By Roy S. Johnson 

LaTirra Payne break down into tears and is comforted by Sherree Kennon, founder of What About Us. Meeting of the What About Us group. It is a support group for survivors that lost someone to gun violence. Payne lost son Jamie Gibson, 16, to gun violence in Birmingham. Kennon, right, lost son, Detraio “Tre” Whorton, 27, to a homicide.(Joe Songer for The Birmingham Times).Joe Songer

This is an opinion column.

As the snow flies
On a cold and gray Chicago mornin’
A poor little baby child is born
In the ghetto
(In the ghetto)

And his mama cries
‘Cause if there’s one thing that she don’t need
It is another hungry mouth to feed
In the ghetto
(In the ghetto)

People, don’t you understand
The child needs a helping hand
Or he’ll grow to be an angry young man some day
Take a look at you and me
Are we too blind to see?
Do we simply turn our heads
And look the other way

No one can’t say y’all don’t care. Certainly, some folk in and around Birmingham believe the city’s plague of gun violence is their problem, not mine.

Some look the other way.

That’s easy to do in our fractured region. Easy to wear heartless blinders when most homicides don’t touch you. When they happen in places nowhere near you. When they are confined to a few areas, areas you’ve likely never been.

Of last year’s 123 homicides—a 6.25% slide from 2022—66 percent (81) bodies fell in the West and North precincts, according to my colleague Carol Robinson’s tally. Easy but not acceptable. Looking the other way. Not acceptable.
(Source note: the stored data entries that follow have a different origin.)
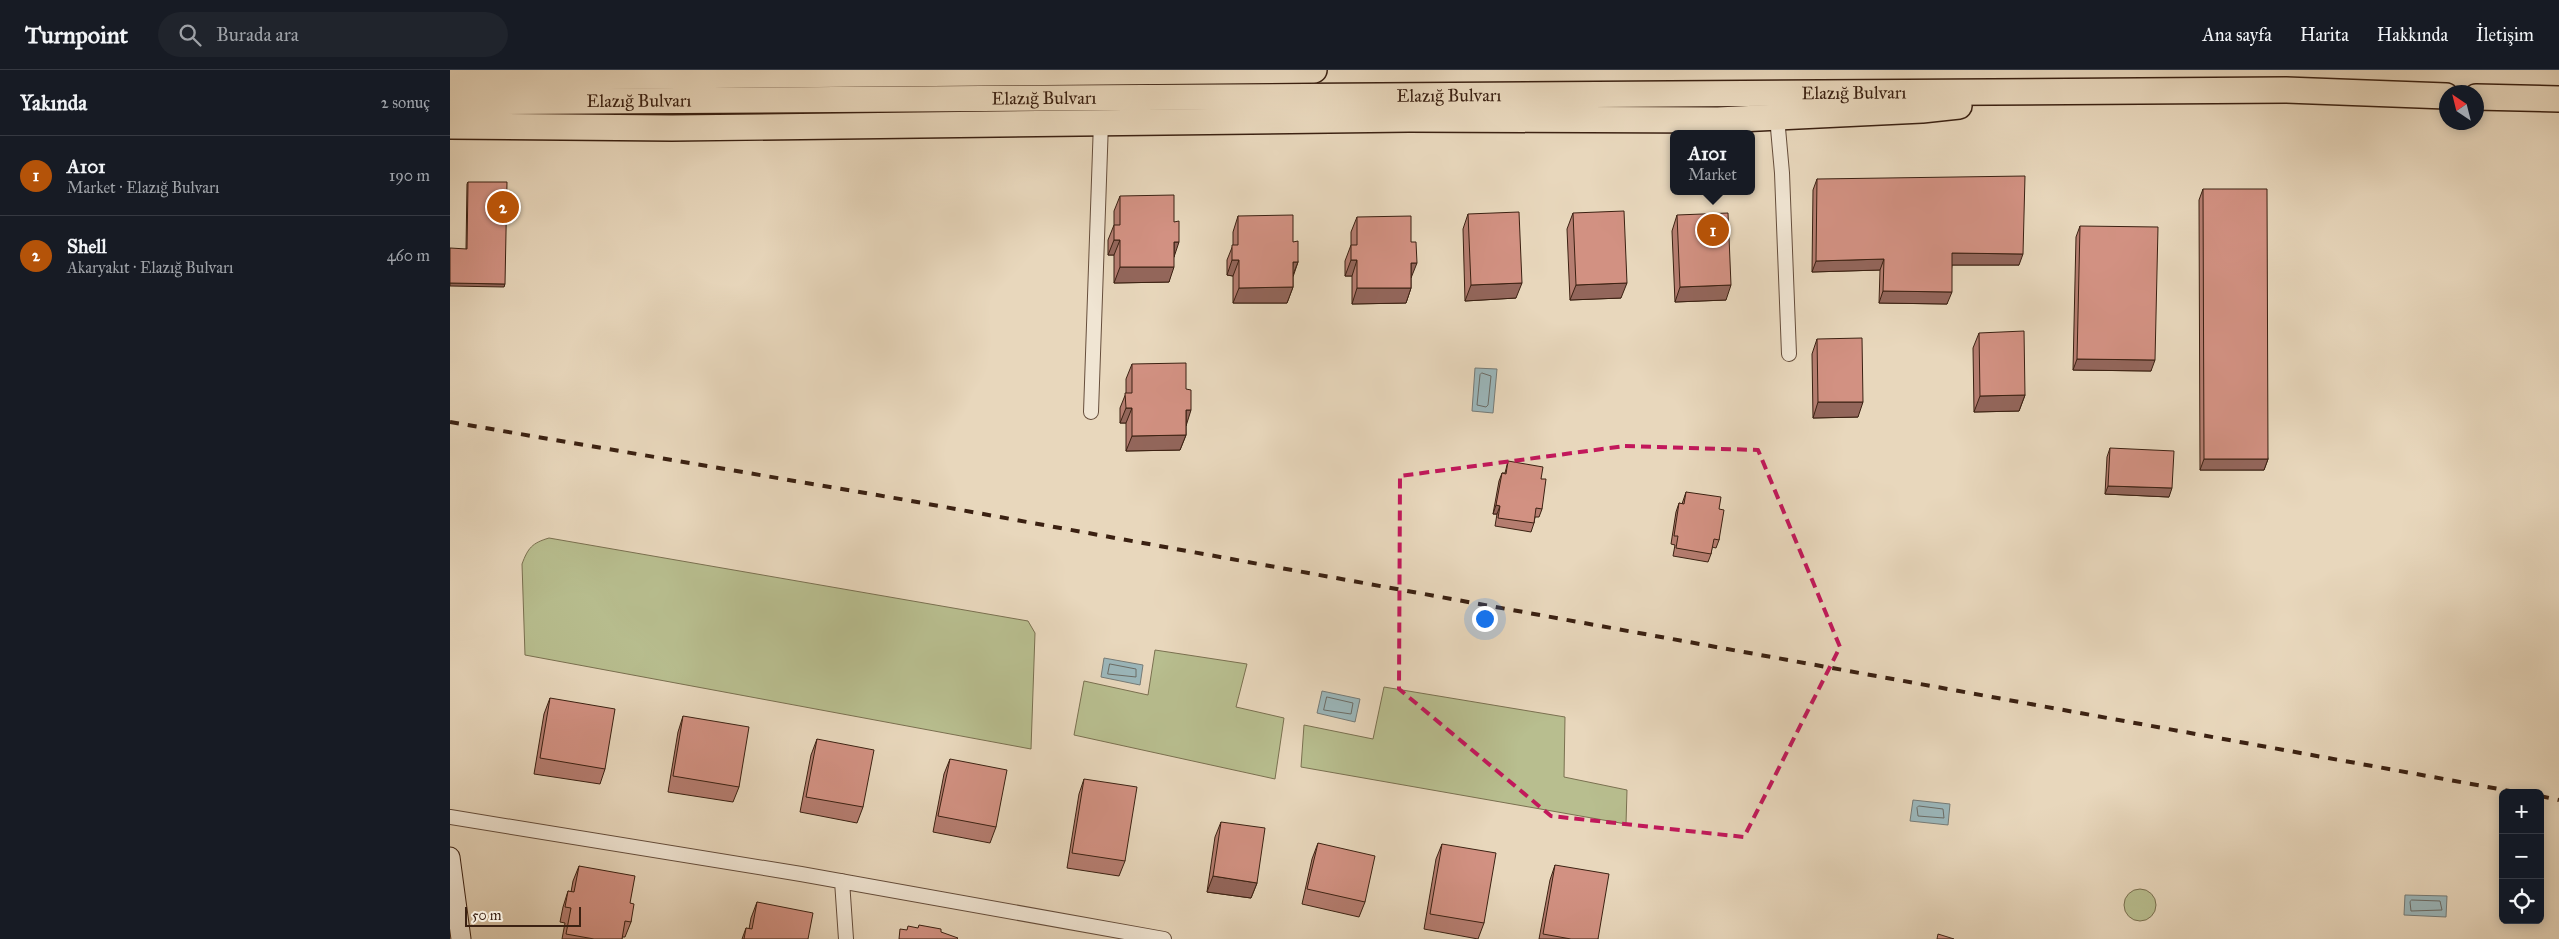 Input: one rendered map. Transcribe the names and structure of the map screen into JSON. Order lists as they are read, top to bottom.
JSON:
{
  "streets": {
    "highway": ["Elazığ Bulvarı"]
  },
  "scale_bar": "50 m",
  "north": "top left",
  "page": {
    "header": "Turnpoint",
    "search": "Burada ara",
    "nav": [
      "Ana sayfa",
      "Harita",
      "Hakkında",
      "İletişim"
    ],
    "heading": ["Yakında", "2 sonuç"],
    "popup": ["A101", "Market"],
    "list": [
      {
        "mark": "1",
        "name": "A101",
        "note": "Market · Elazığ Bulvarı",
        "value": "190 m"
      },
      {
        "mark": "2",
        "name": "Shell",
        "note": "Akaryakıt · Elazığ Bulvarı",
        "value": "460 m"
      }
    ],
    "pins": ["2", "1"],
    "map_buttons": ["+", "−"],
    "scale": "50 m"
  }
}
When a life is lost senselessly and violently, grief should pierce us all, our veins should simmer with anger.

Thankfully, many of you do care—as suggested by responses to my column last Sunday, where I shared solutions to gun violence proposed by various citizens, not elected officials.

Gun violence that still rears unabated in 2024: 103 as of this writing.

Those solutions were offered after I asked this question: If you were Birmingham’s king or queen for a day with the power to make almost anything happen by royal decree what would you do to stop gun violence?

Ideas (some of which are already being implemented) generally fell into six categories: police/law enforcement, youth/parenting, jobs/economic development, guns, infrastructure/neighborhoods, and faith.

I asked if there were more ideas; a new wave emerged.

Caveat: Many viewed the question as an opportunity to vent and blame. Not interested, thank you.

Here are a few of the new proposals, even a few Draconian ones (along with my thoughts):

  • Stop the sale and service of alcohol at midnight. (Naïve, and way too late.)
  • Require anyone over 21 to take a gun safety course, then require them to open carry a firearm (Uhhh…), then sentence anyone committing a crime with a gun to a mandatory life sentence. (Next, oh king, fix prison overcrowding.)
  • Bring Leader in Me to elementary schools. According to its website, the program provides “a model and process that addresses common challenges that are unique to students during these formative years.” Said reader: “I participated in this program as a teacher. The school documented low behavior and increased test scores. The program was removed when teachers who didn’t want to work so hard lobbied the [school] board to remove the principal and program. These lazy teachers were successful [lowering] test scores and [increasing poor] behavior.” (Ouch) “It is an expensive program,” the queen continued, but less expensive than funerals and incarceration.” (Truth.)